Tasse sanitarie su bevande zuccherate e alcol: la proposta dell’Oms
- 15 Gennaio 2026
- Mondo
Tassare le bevande zuccherate e l’alcol: è questa la proposta dell’Organizzazione mondiale della sanità (Oms) rivolta ai governi. Le bevande zuccherate e alcoliche stanno diventando più economiche, a causa delle aliquote fiscali costantemente basse nella maggior parte dei Paesi. Secondo l’Oms, questo fenomeno alimenta obesità, diabete, malattie cardiache, tumori e infortuni, soprattutto tra bambini e giovani adulti.
Tassare bevande zuccherate e alcol
In due nuovi rapporti globali, l’Oms invita i governi a rafforzare significativamente le tasse sulle bevande zuccherate e alcoliche. I rapporti avvertono che i sistemi fiscali deboli consentono ai prodotti nocivi di rimanere a basso costo, mentre i sistemi sanitari devono far fronte a una crescente pressione finanziaria dovuta a malattie e infortuni non trasmissibili e prevenibili.
“Le tasse sulla salute sono uno degli strumenti più efficaci a nostra disposizione per promuovere la salute e prevenire le malattie – ha affermato il dottor Tedros Adhanom Ghebreyesus, direttore generale dell’Oms -. Aumentando le tasse su prodotti come tabacco, bevande zuccherate e alcol, i governi possono ridurre i consumi nocivi e sbloccare fondi per servizi sanitari essenziali”.
Secondo l’organizzazione internazionale, il mercato di bevande zuccherate e alcoliche genera miliardi di dollari di profitti.

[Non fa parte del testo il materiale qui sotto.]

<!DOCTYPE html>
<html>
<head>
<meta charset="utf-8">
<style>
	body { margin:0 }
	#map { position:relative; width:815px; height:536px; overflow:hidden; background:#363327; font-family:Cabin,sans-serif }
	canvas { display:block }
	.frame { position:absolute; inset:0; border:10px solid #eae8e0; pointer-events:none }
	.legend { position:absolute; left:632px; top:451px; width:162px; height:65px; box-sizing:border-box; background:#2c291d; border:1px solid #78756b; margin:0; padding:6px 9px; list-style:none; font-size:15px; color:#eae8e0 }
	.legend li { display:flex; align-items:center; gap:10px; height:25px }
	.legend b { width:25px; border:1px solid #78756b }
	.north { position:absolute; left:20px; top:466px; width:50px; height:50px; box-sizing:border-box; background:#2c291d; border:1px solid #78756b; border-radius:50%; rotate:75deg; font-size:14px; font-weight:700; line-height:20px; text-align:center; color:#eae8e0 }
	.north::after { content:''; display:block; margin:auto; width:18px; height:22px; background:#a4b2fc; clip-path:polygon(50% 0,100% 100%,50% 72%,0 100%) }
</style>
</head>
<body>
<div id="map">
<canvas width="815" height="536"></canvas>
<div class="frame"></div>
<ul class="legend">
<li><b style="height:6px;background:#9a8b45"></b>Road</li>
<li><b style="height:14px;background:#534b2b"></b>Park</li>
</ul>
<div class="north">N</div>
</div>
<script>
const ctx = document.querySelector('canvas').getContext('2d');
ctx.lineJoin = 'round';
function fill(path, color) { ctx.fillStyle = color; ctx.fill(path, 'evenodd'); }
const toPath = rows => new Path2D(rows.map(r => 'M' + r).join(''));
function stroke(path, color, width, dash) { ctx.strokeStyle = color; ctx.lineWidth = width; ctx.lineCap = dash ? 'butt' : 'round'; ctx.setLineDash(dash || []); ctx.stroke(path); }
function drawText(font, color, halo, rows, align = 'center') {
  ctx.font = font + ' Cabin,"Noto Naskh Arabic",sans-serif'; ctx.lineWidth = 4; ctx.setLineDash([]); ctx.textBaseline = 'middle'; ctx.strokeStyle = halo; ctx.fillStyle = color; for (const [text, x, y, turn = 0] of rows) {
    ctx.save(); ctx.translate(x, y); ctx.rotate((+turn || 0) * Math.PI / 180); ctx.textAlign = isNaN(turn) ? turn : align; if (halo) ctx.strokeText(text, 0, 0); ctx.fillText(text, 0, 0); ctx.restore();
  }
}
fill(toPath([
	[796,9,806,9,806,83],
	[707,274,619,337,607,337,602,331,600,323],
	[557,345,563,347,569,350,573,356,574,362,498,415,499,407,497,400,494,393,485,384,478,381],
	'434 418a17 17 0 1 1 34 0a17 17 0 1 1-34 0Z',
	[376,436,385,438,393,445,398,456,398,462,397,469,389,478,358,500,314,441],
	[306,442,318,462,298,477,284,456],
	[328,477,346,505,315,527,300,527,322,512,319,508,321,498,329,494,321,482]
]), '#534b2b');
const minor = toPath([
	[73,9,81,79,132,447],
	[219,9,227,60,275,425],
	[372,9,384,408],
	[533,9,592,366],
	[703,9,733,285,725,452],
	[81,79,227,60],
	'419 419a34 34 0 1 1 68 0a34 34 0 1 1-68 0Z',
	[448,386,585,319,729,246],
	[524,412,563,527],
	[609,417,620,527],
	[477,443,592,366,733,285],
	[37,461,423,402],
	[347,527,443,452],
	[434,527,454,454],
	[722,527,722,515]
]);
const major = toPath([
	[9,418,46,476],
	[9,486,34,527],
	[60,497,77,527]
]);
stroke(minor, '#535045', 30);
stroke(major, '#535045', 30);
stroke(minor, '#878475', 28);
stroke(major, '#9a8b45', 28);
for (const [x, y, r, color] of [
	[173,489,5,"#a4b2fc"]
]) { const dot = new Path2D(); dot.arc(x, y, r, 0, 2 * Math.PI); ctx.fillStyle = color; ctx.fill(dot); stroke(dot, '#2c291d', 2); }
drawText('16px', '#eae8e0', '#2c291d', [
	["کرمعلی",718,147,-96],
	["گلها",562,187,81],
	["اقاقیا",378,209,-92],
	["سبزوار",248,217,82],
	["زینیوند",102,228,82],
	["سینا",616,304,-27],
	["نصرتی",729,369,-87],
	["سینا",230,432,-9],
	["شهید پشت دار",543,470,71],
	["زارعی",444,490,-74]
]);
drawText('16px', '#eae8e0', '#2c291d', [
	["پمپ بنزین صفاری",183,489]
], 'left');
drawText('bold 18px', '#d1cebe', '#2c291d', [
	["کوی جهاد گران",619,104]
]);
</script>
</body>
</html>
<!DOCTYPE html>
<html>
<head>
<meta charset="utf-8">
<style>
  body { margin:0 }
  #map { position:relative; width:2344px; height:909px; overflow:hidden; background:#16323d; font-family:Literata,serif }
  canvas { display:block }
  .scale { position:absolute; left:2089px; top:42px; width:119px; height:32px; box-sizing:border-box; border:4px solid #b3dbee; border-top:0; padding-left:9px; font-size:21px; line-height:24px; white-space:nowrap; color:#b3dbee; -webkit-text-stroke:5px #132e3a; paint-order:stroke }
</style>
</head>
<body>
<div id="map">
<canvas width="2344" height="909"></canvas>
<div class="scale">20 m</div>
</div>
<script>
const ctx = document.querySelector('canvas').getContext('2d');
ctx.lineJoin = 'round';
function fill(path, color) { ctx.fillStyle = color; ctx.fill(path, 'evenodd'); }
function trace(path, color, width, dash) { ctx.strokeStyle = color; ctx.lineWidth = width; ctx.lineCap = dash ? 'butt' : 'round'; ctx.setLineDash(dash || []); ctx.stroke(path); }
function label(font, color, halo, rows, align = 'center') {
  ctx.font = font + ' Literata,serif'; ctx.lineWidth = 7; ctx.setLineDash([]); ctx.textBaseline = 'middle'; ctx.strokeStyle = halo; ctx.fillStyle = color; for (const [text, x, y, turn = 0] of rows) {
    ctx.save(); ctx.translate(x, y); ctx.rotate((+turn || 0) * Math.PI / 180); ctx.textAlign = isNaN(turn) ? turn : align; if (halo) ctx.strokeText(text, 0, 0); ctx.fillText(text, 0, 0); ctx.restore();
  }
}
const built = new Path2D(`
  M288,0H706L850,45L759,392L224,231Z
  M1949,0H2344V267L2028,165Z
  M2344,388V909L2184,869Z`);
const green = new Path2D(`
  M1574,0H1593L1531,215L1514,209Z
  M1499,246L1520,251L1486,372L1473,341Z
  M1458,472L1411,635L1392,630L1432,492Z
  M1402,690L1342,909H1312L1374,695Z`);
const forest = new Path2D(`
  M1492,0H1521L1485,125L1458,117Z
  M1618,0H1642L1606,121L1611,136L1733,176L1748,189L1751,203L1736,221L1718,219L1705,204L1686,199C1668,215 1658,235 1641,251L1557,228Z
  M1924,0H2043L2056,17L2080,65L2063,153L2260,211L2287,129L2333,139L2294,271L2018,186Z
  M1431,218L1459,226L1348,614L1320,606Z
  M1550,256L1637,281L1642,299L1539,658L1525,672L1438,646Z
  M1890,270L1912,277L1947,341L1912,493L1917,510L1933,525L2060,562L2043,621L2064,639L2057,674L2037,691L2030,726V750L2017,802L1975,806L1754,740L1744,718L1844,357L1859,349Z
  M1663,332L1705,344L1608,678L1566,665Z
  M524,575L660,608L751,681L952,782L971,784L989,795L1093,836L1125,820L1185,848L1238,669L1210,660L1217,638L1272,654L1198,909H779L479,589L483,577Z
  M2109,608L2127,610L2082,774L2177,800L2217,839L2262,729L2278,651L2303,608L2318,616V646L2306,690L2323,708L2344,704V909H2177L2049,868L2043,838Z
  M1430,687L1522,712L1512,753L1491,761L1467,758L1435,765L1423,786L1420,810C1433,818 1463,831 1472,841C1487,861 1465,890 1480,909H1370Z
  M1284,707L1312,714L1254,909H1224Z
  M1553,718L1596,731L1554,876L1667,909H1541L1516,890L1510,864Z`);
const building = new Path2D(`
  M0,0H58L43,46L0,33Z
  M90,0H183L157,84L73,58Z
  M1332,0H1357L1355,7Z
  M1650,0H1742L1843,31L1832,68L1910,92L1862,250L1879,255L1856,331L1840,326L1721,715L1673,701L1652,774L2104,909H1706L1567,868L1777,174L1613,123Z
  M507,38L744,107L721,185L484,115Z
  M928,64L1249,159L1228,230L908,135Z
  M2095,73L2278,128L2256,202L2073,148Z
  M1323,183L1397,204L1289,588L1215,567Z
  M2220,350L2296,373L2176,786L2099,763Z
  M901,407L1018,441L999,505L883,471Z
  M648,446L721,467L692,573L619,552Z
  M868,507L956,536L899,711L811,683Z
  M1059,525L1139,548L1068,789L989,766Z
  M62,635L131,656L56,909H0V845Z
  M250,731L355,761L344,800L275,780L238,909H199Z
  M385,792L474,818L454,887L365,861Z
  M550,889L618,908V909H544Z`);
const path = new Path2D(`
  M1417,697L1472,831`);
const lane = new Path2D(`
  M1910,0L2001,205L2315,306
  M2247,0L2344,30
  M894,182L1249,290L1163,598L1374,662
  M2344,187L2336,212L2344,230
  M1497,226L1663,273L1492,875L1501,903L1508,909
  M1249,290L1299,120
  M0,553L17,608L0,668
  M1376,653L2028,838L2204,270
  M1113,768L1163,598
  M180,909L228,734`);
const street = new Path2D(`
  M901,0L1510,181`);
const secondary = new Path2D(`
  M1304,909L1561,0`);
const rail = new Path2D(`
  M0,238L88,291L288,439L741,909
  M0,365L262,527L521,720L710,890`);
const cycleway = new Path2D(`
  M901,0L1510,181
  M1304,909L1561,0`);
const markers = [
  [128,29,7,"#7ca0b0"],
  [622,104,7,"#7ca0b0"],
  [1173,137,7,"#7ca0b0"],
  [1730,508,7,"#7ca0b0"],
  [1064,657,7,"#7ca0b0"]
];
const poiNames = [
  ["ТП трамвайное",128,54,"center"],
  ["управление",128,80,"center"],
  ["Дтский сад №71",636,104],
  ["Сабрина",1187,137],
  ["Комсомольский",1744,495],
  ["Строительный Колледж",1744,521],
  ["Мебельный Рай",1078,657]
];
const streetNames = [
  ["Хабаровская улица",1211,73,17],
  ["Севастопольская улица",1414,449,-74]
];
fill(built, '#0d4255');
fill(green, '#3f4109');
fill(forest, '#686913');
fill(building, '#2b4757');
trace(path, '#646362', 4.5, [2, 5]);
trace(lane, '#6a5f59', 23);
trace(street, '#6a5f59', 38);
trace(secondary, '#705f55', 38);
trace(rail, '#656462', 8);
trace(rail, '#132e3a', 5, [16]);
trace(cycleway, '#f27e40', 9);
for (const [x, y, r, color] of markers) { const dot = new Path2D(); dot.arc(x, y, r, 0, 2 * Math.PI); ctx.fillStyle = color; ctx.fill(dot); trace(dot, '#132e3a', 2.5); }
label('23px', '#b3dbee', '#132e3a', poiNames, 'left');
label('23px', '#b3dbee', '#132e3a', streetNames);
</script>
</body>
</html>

In questo modo, crescono il consumo e i profitti aziendali. I governi, però, di tali profitti si appropriano solo di una quota relativamente piccola attraverso imposte motivate dalla salute, “lasciando che siano i governi a sopportarne i costi sanitari ed economici a lungo termine”.
Senza tasse, “il consumo è più accessibile”
Da una rilevazione dell’Oms è emerso che almeno 116 Paesi tassano le bevande zuccherate, molte delle quali sono bibite gassate. Altri prodotti ad alto contenuto di zucchero, come i succhi di frutta al 100% ad esempio o le bevande a base di latte zuccherato, così come i caffè e i tè pronti da bere, sfuggono alla tassazione. Il risultato è che il 97% dei Paesi presi in analisi tassa le bevande energetiche, ma non tutto il resto e questa cifra non è cambiata dall’ultimo rapporto globale del 2023.
Un altro studio ha mostrato che almeno 167 Paesi tassano le bevande alcoliche, mentre 12 le vietano completamente. Anche se questo fenomeno è così diffuso, il prezzo dell’alcol è diventato, quando non è rimasto invariato, addirittura più accessibile, poiché le tasse non riescono a tenere il passo con l’inflazione e la crescita del reddito.
Il vino rimane, in sintesi, esente da tasse in almeno 25 Paesi, principalmente in Europa, nonostante i chiari rischi per la salute.
“Un consumo di alcol più accessibile favorisce violenza, infortuni e malattie”, ha sottolineato il dottor Etienne Krug, direttore del Dipartimento per i Determinanti della Salute, la Promozione e la Prevenzione dell’Oms. “Mentre l’industria trae profitto, spesso le conseguenze sulla salute sono a carico del pubblico e la società ne subisce i costi economici“.
Nel dettaglio, l’Oms ha scoperto che nelle diverse regioni:
• le quote di imposta sugli alcolici restano basse, con una media globale delle quote di accisa del 14% per la birra e del 22,5% per i superalcolici;
• le tasse sulle bevande zuccherate sono deboli e poco mirate, con la tassa mediana che rappresenta solo circa il 2% del prezzo di una comune bibita zuccherata e spesso si applica solo a un sottoinsieme di bevande, perdendo gran parte del mercato;
• pochi Paesi adeguano le tasse all’inflazione, consentendo ai prodotti dannosi per la salute di diventare sempre più accessibili.
Le raccomandazioni dell’Oms
Per questo motivo, l’Oms invita i Paesi ad aumentare e riprogettare le tasse nell’ambito dell’iniziativa che mira ad aumentare i prezzi reali di tre prodotti: tabacco, alcolici e bevande zuccherate, entro il 2035.
Questa prospettiva va di pari passo con un sondaggio Gallup del 2022, il quale ha rilevato che la maggior parte delle persone intervistate è a favore di un aumento delle tasse su alcolici e bevande zuccherate.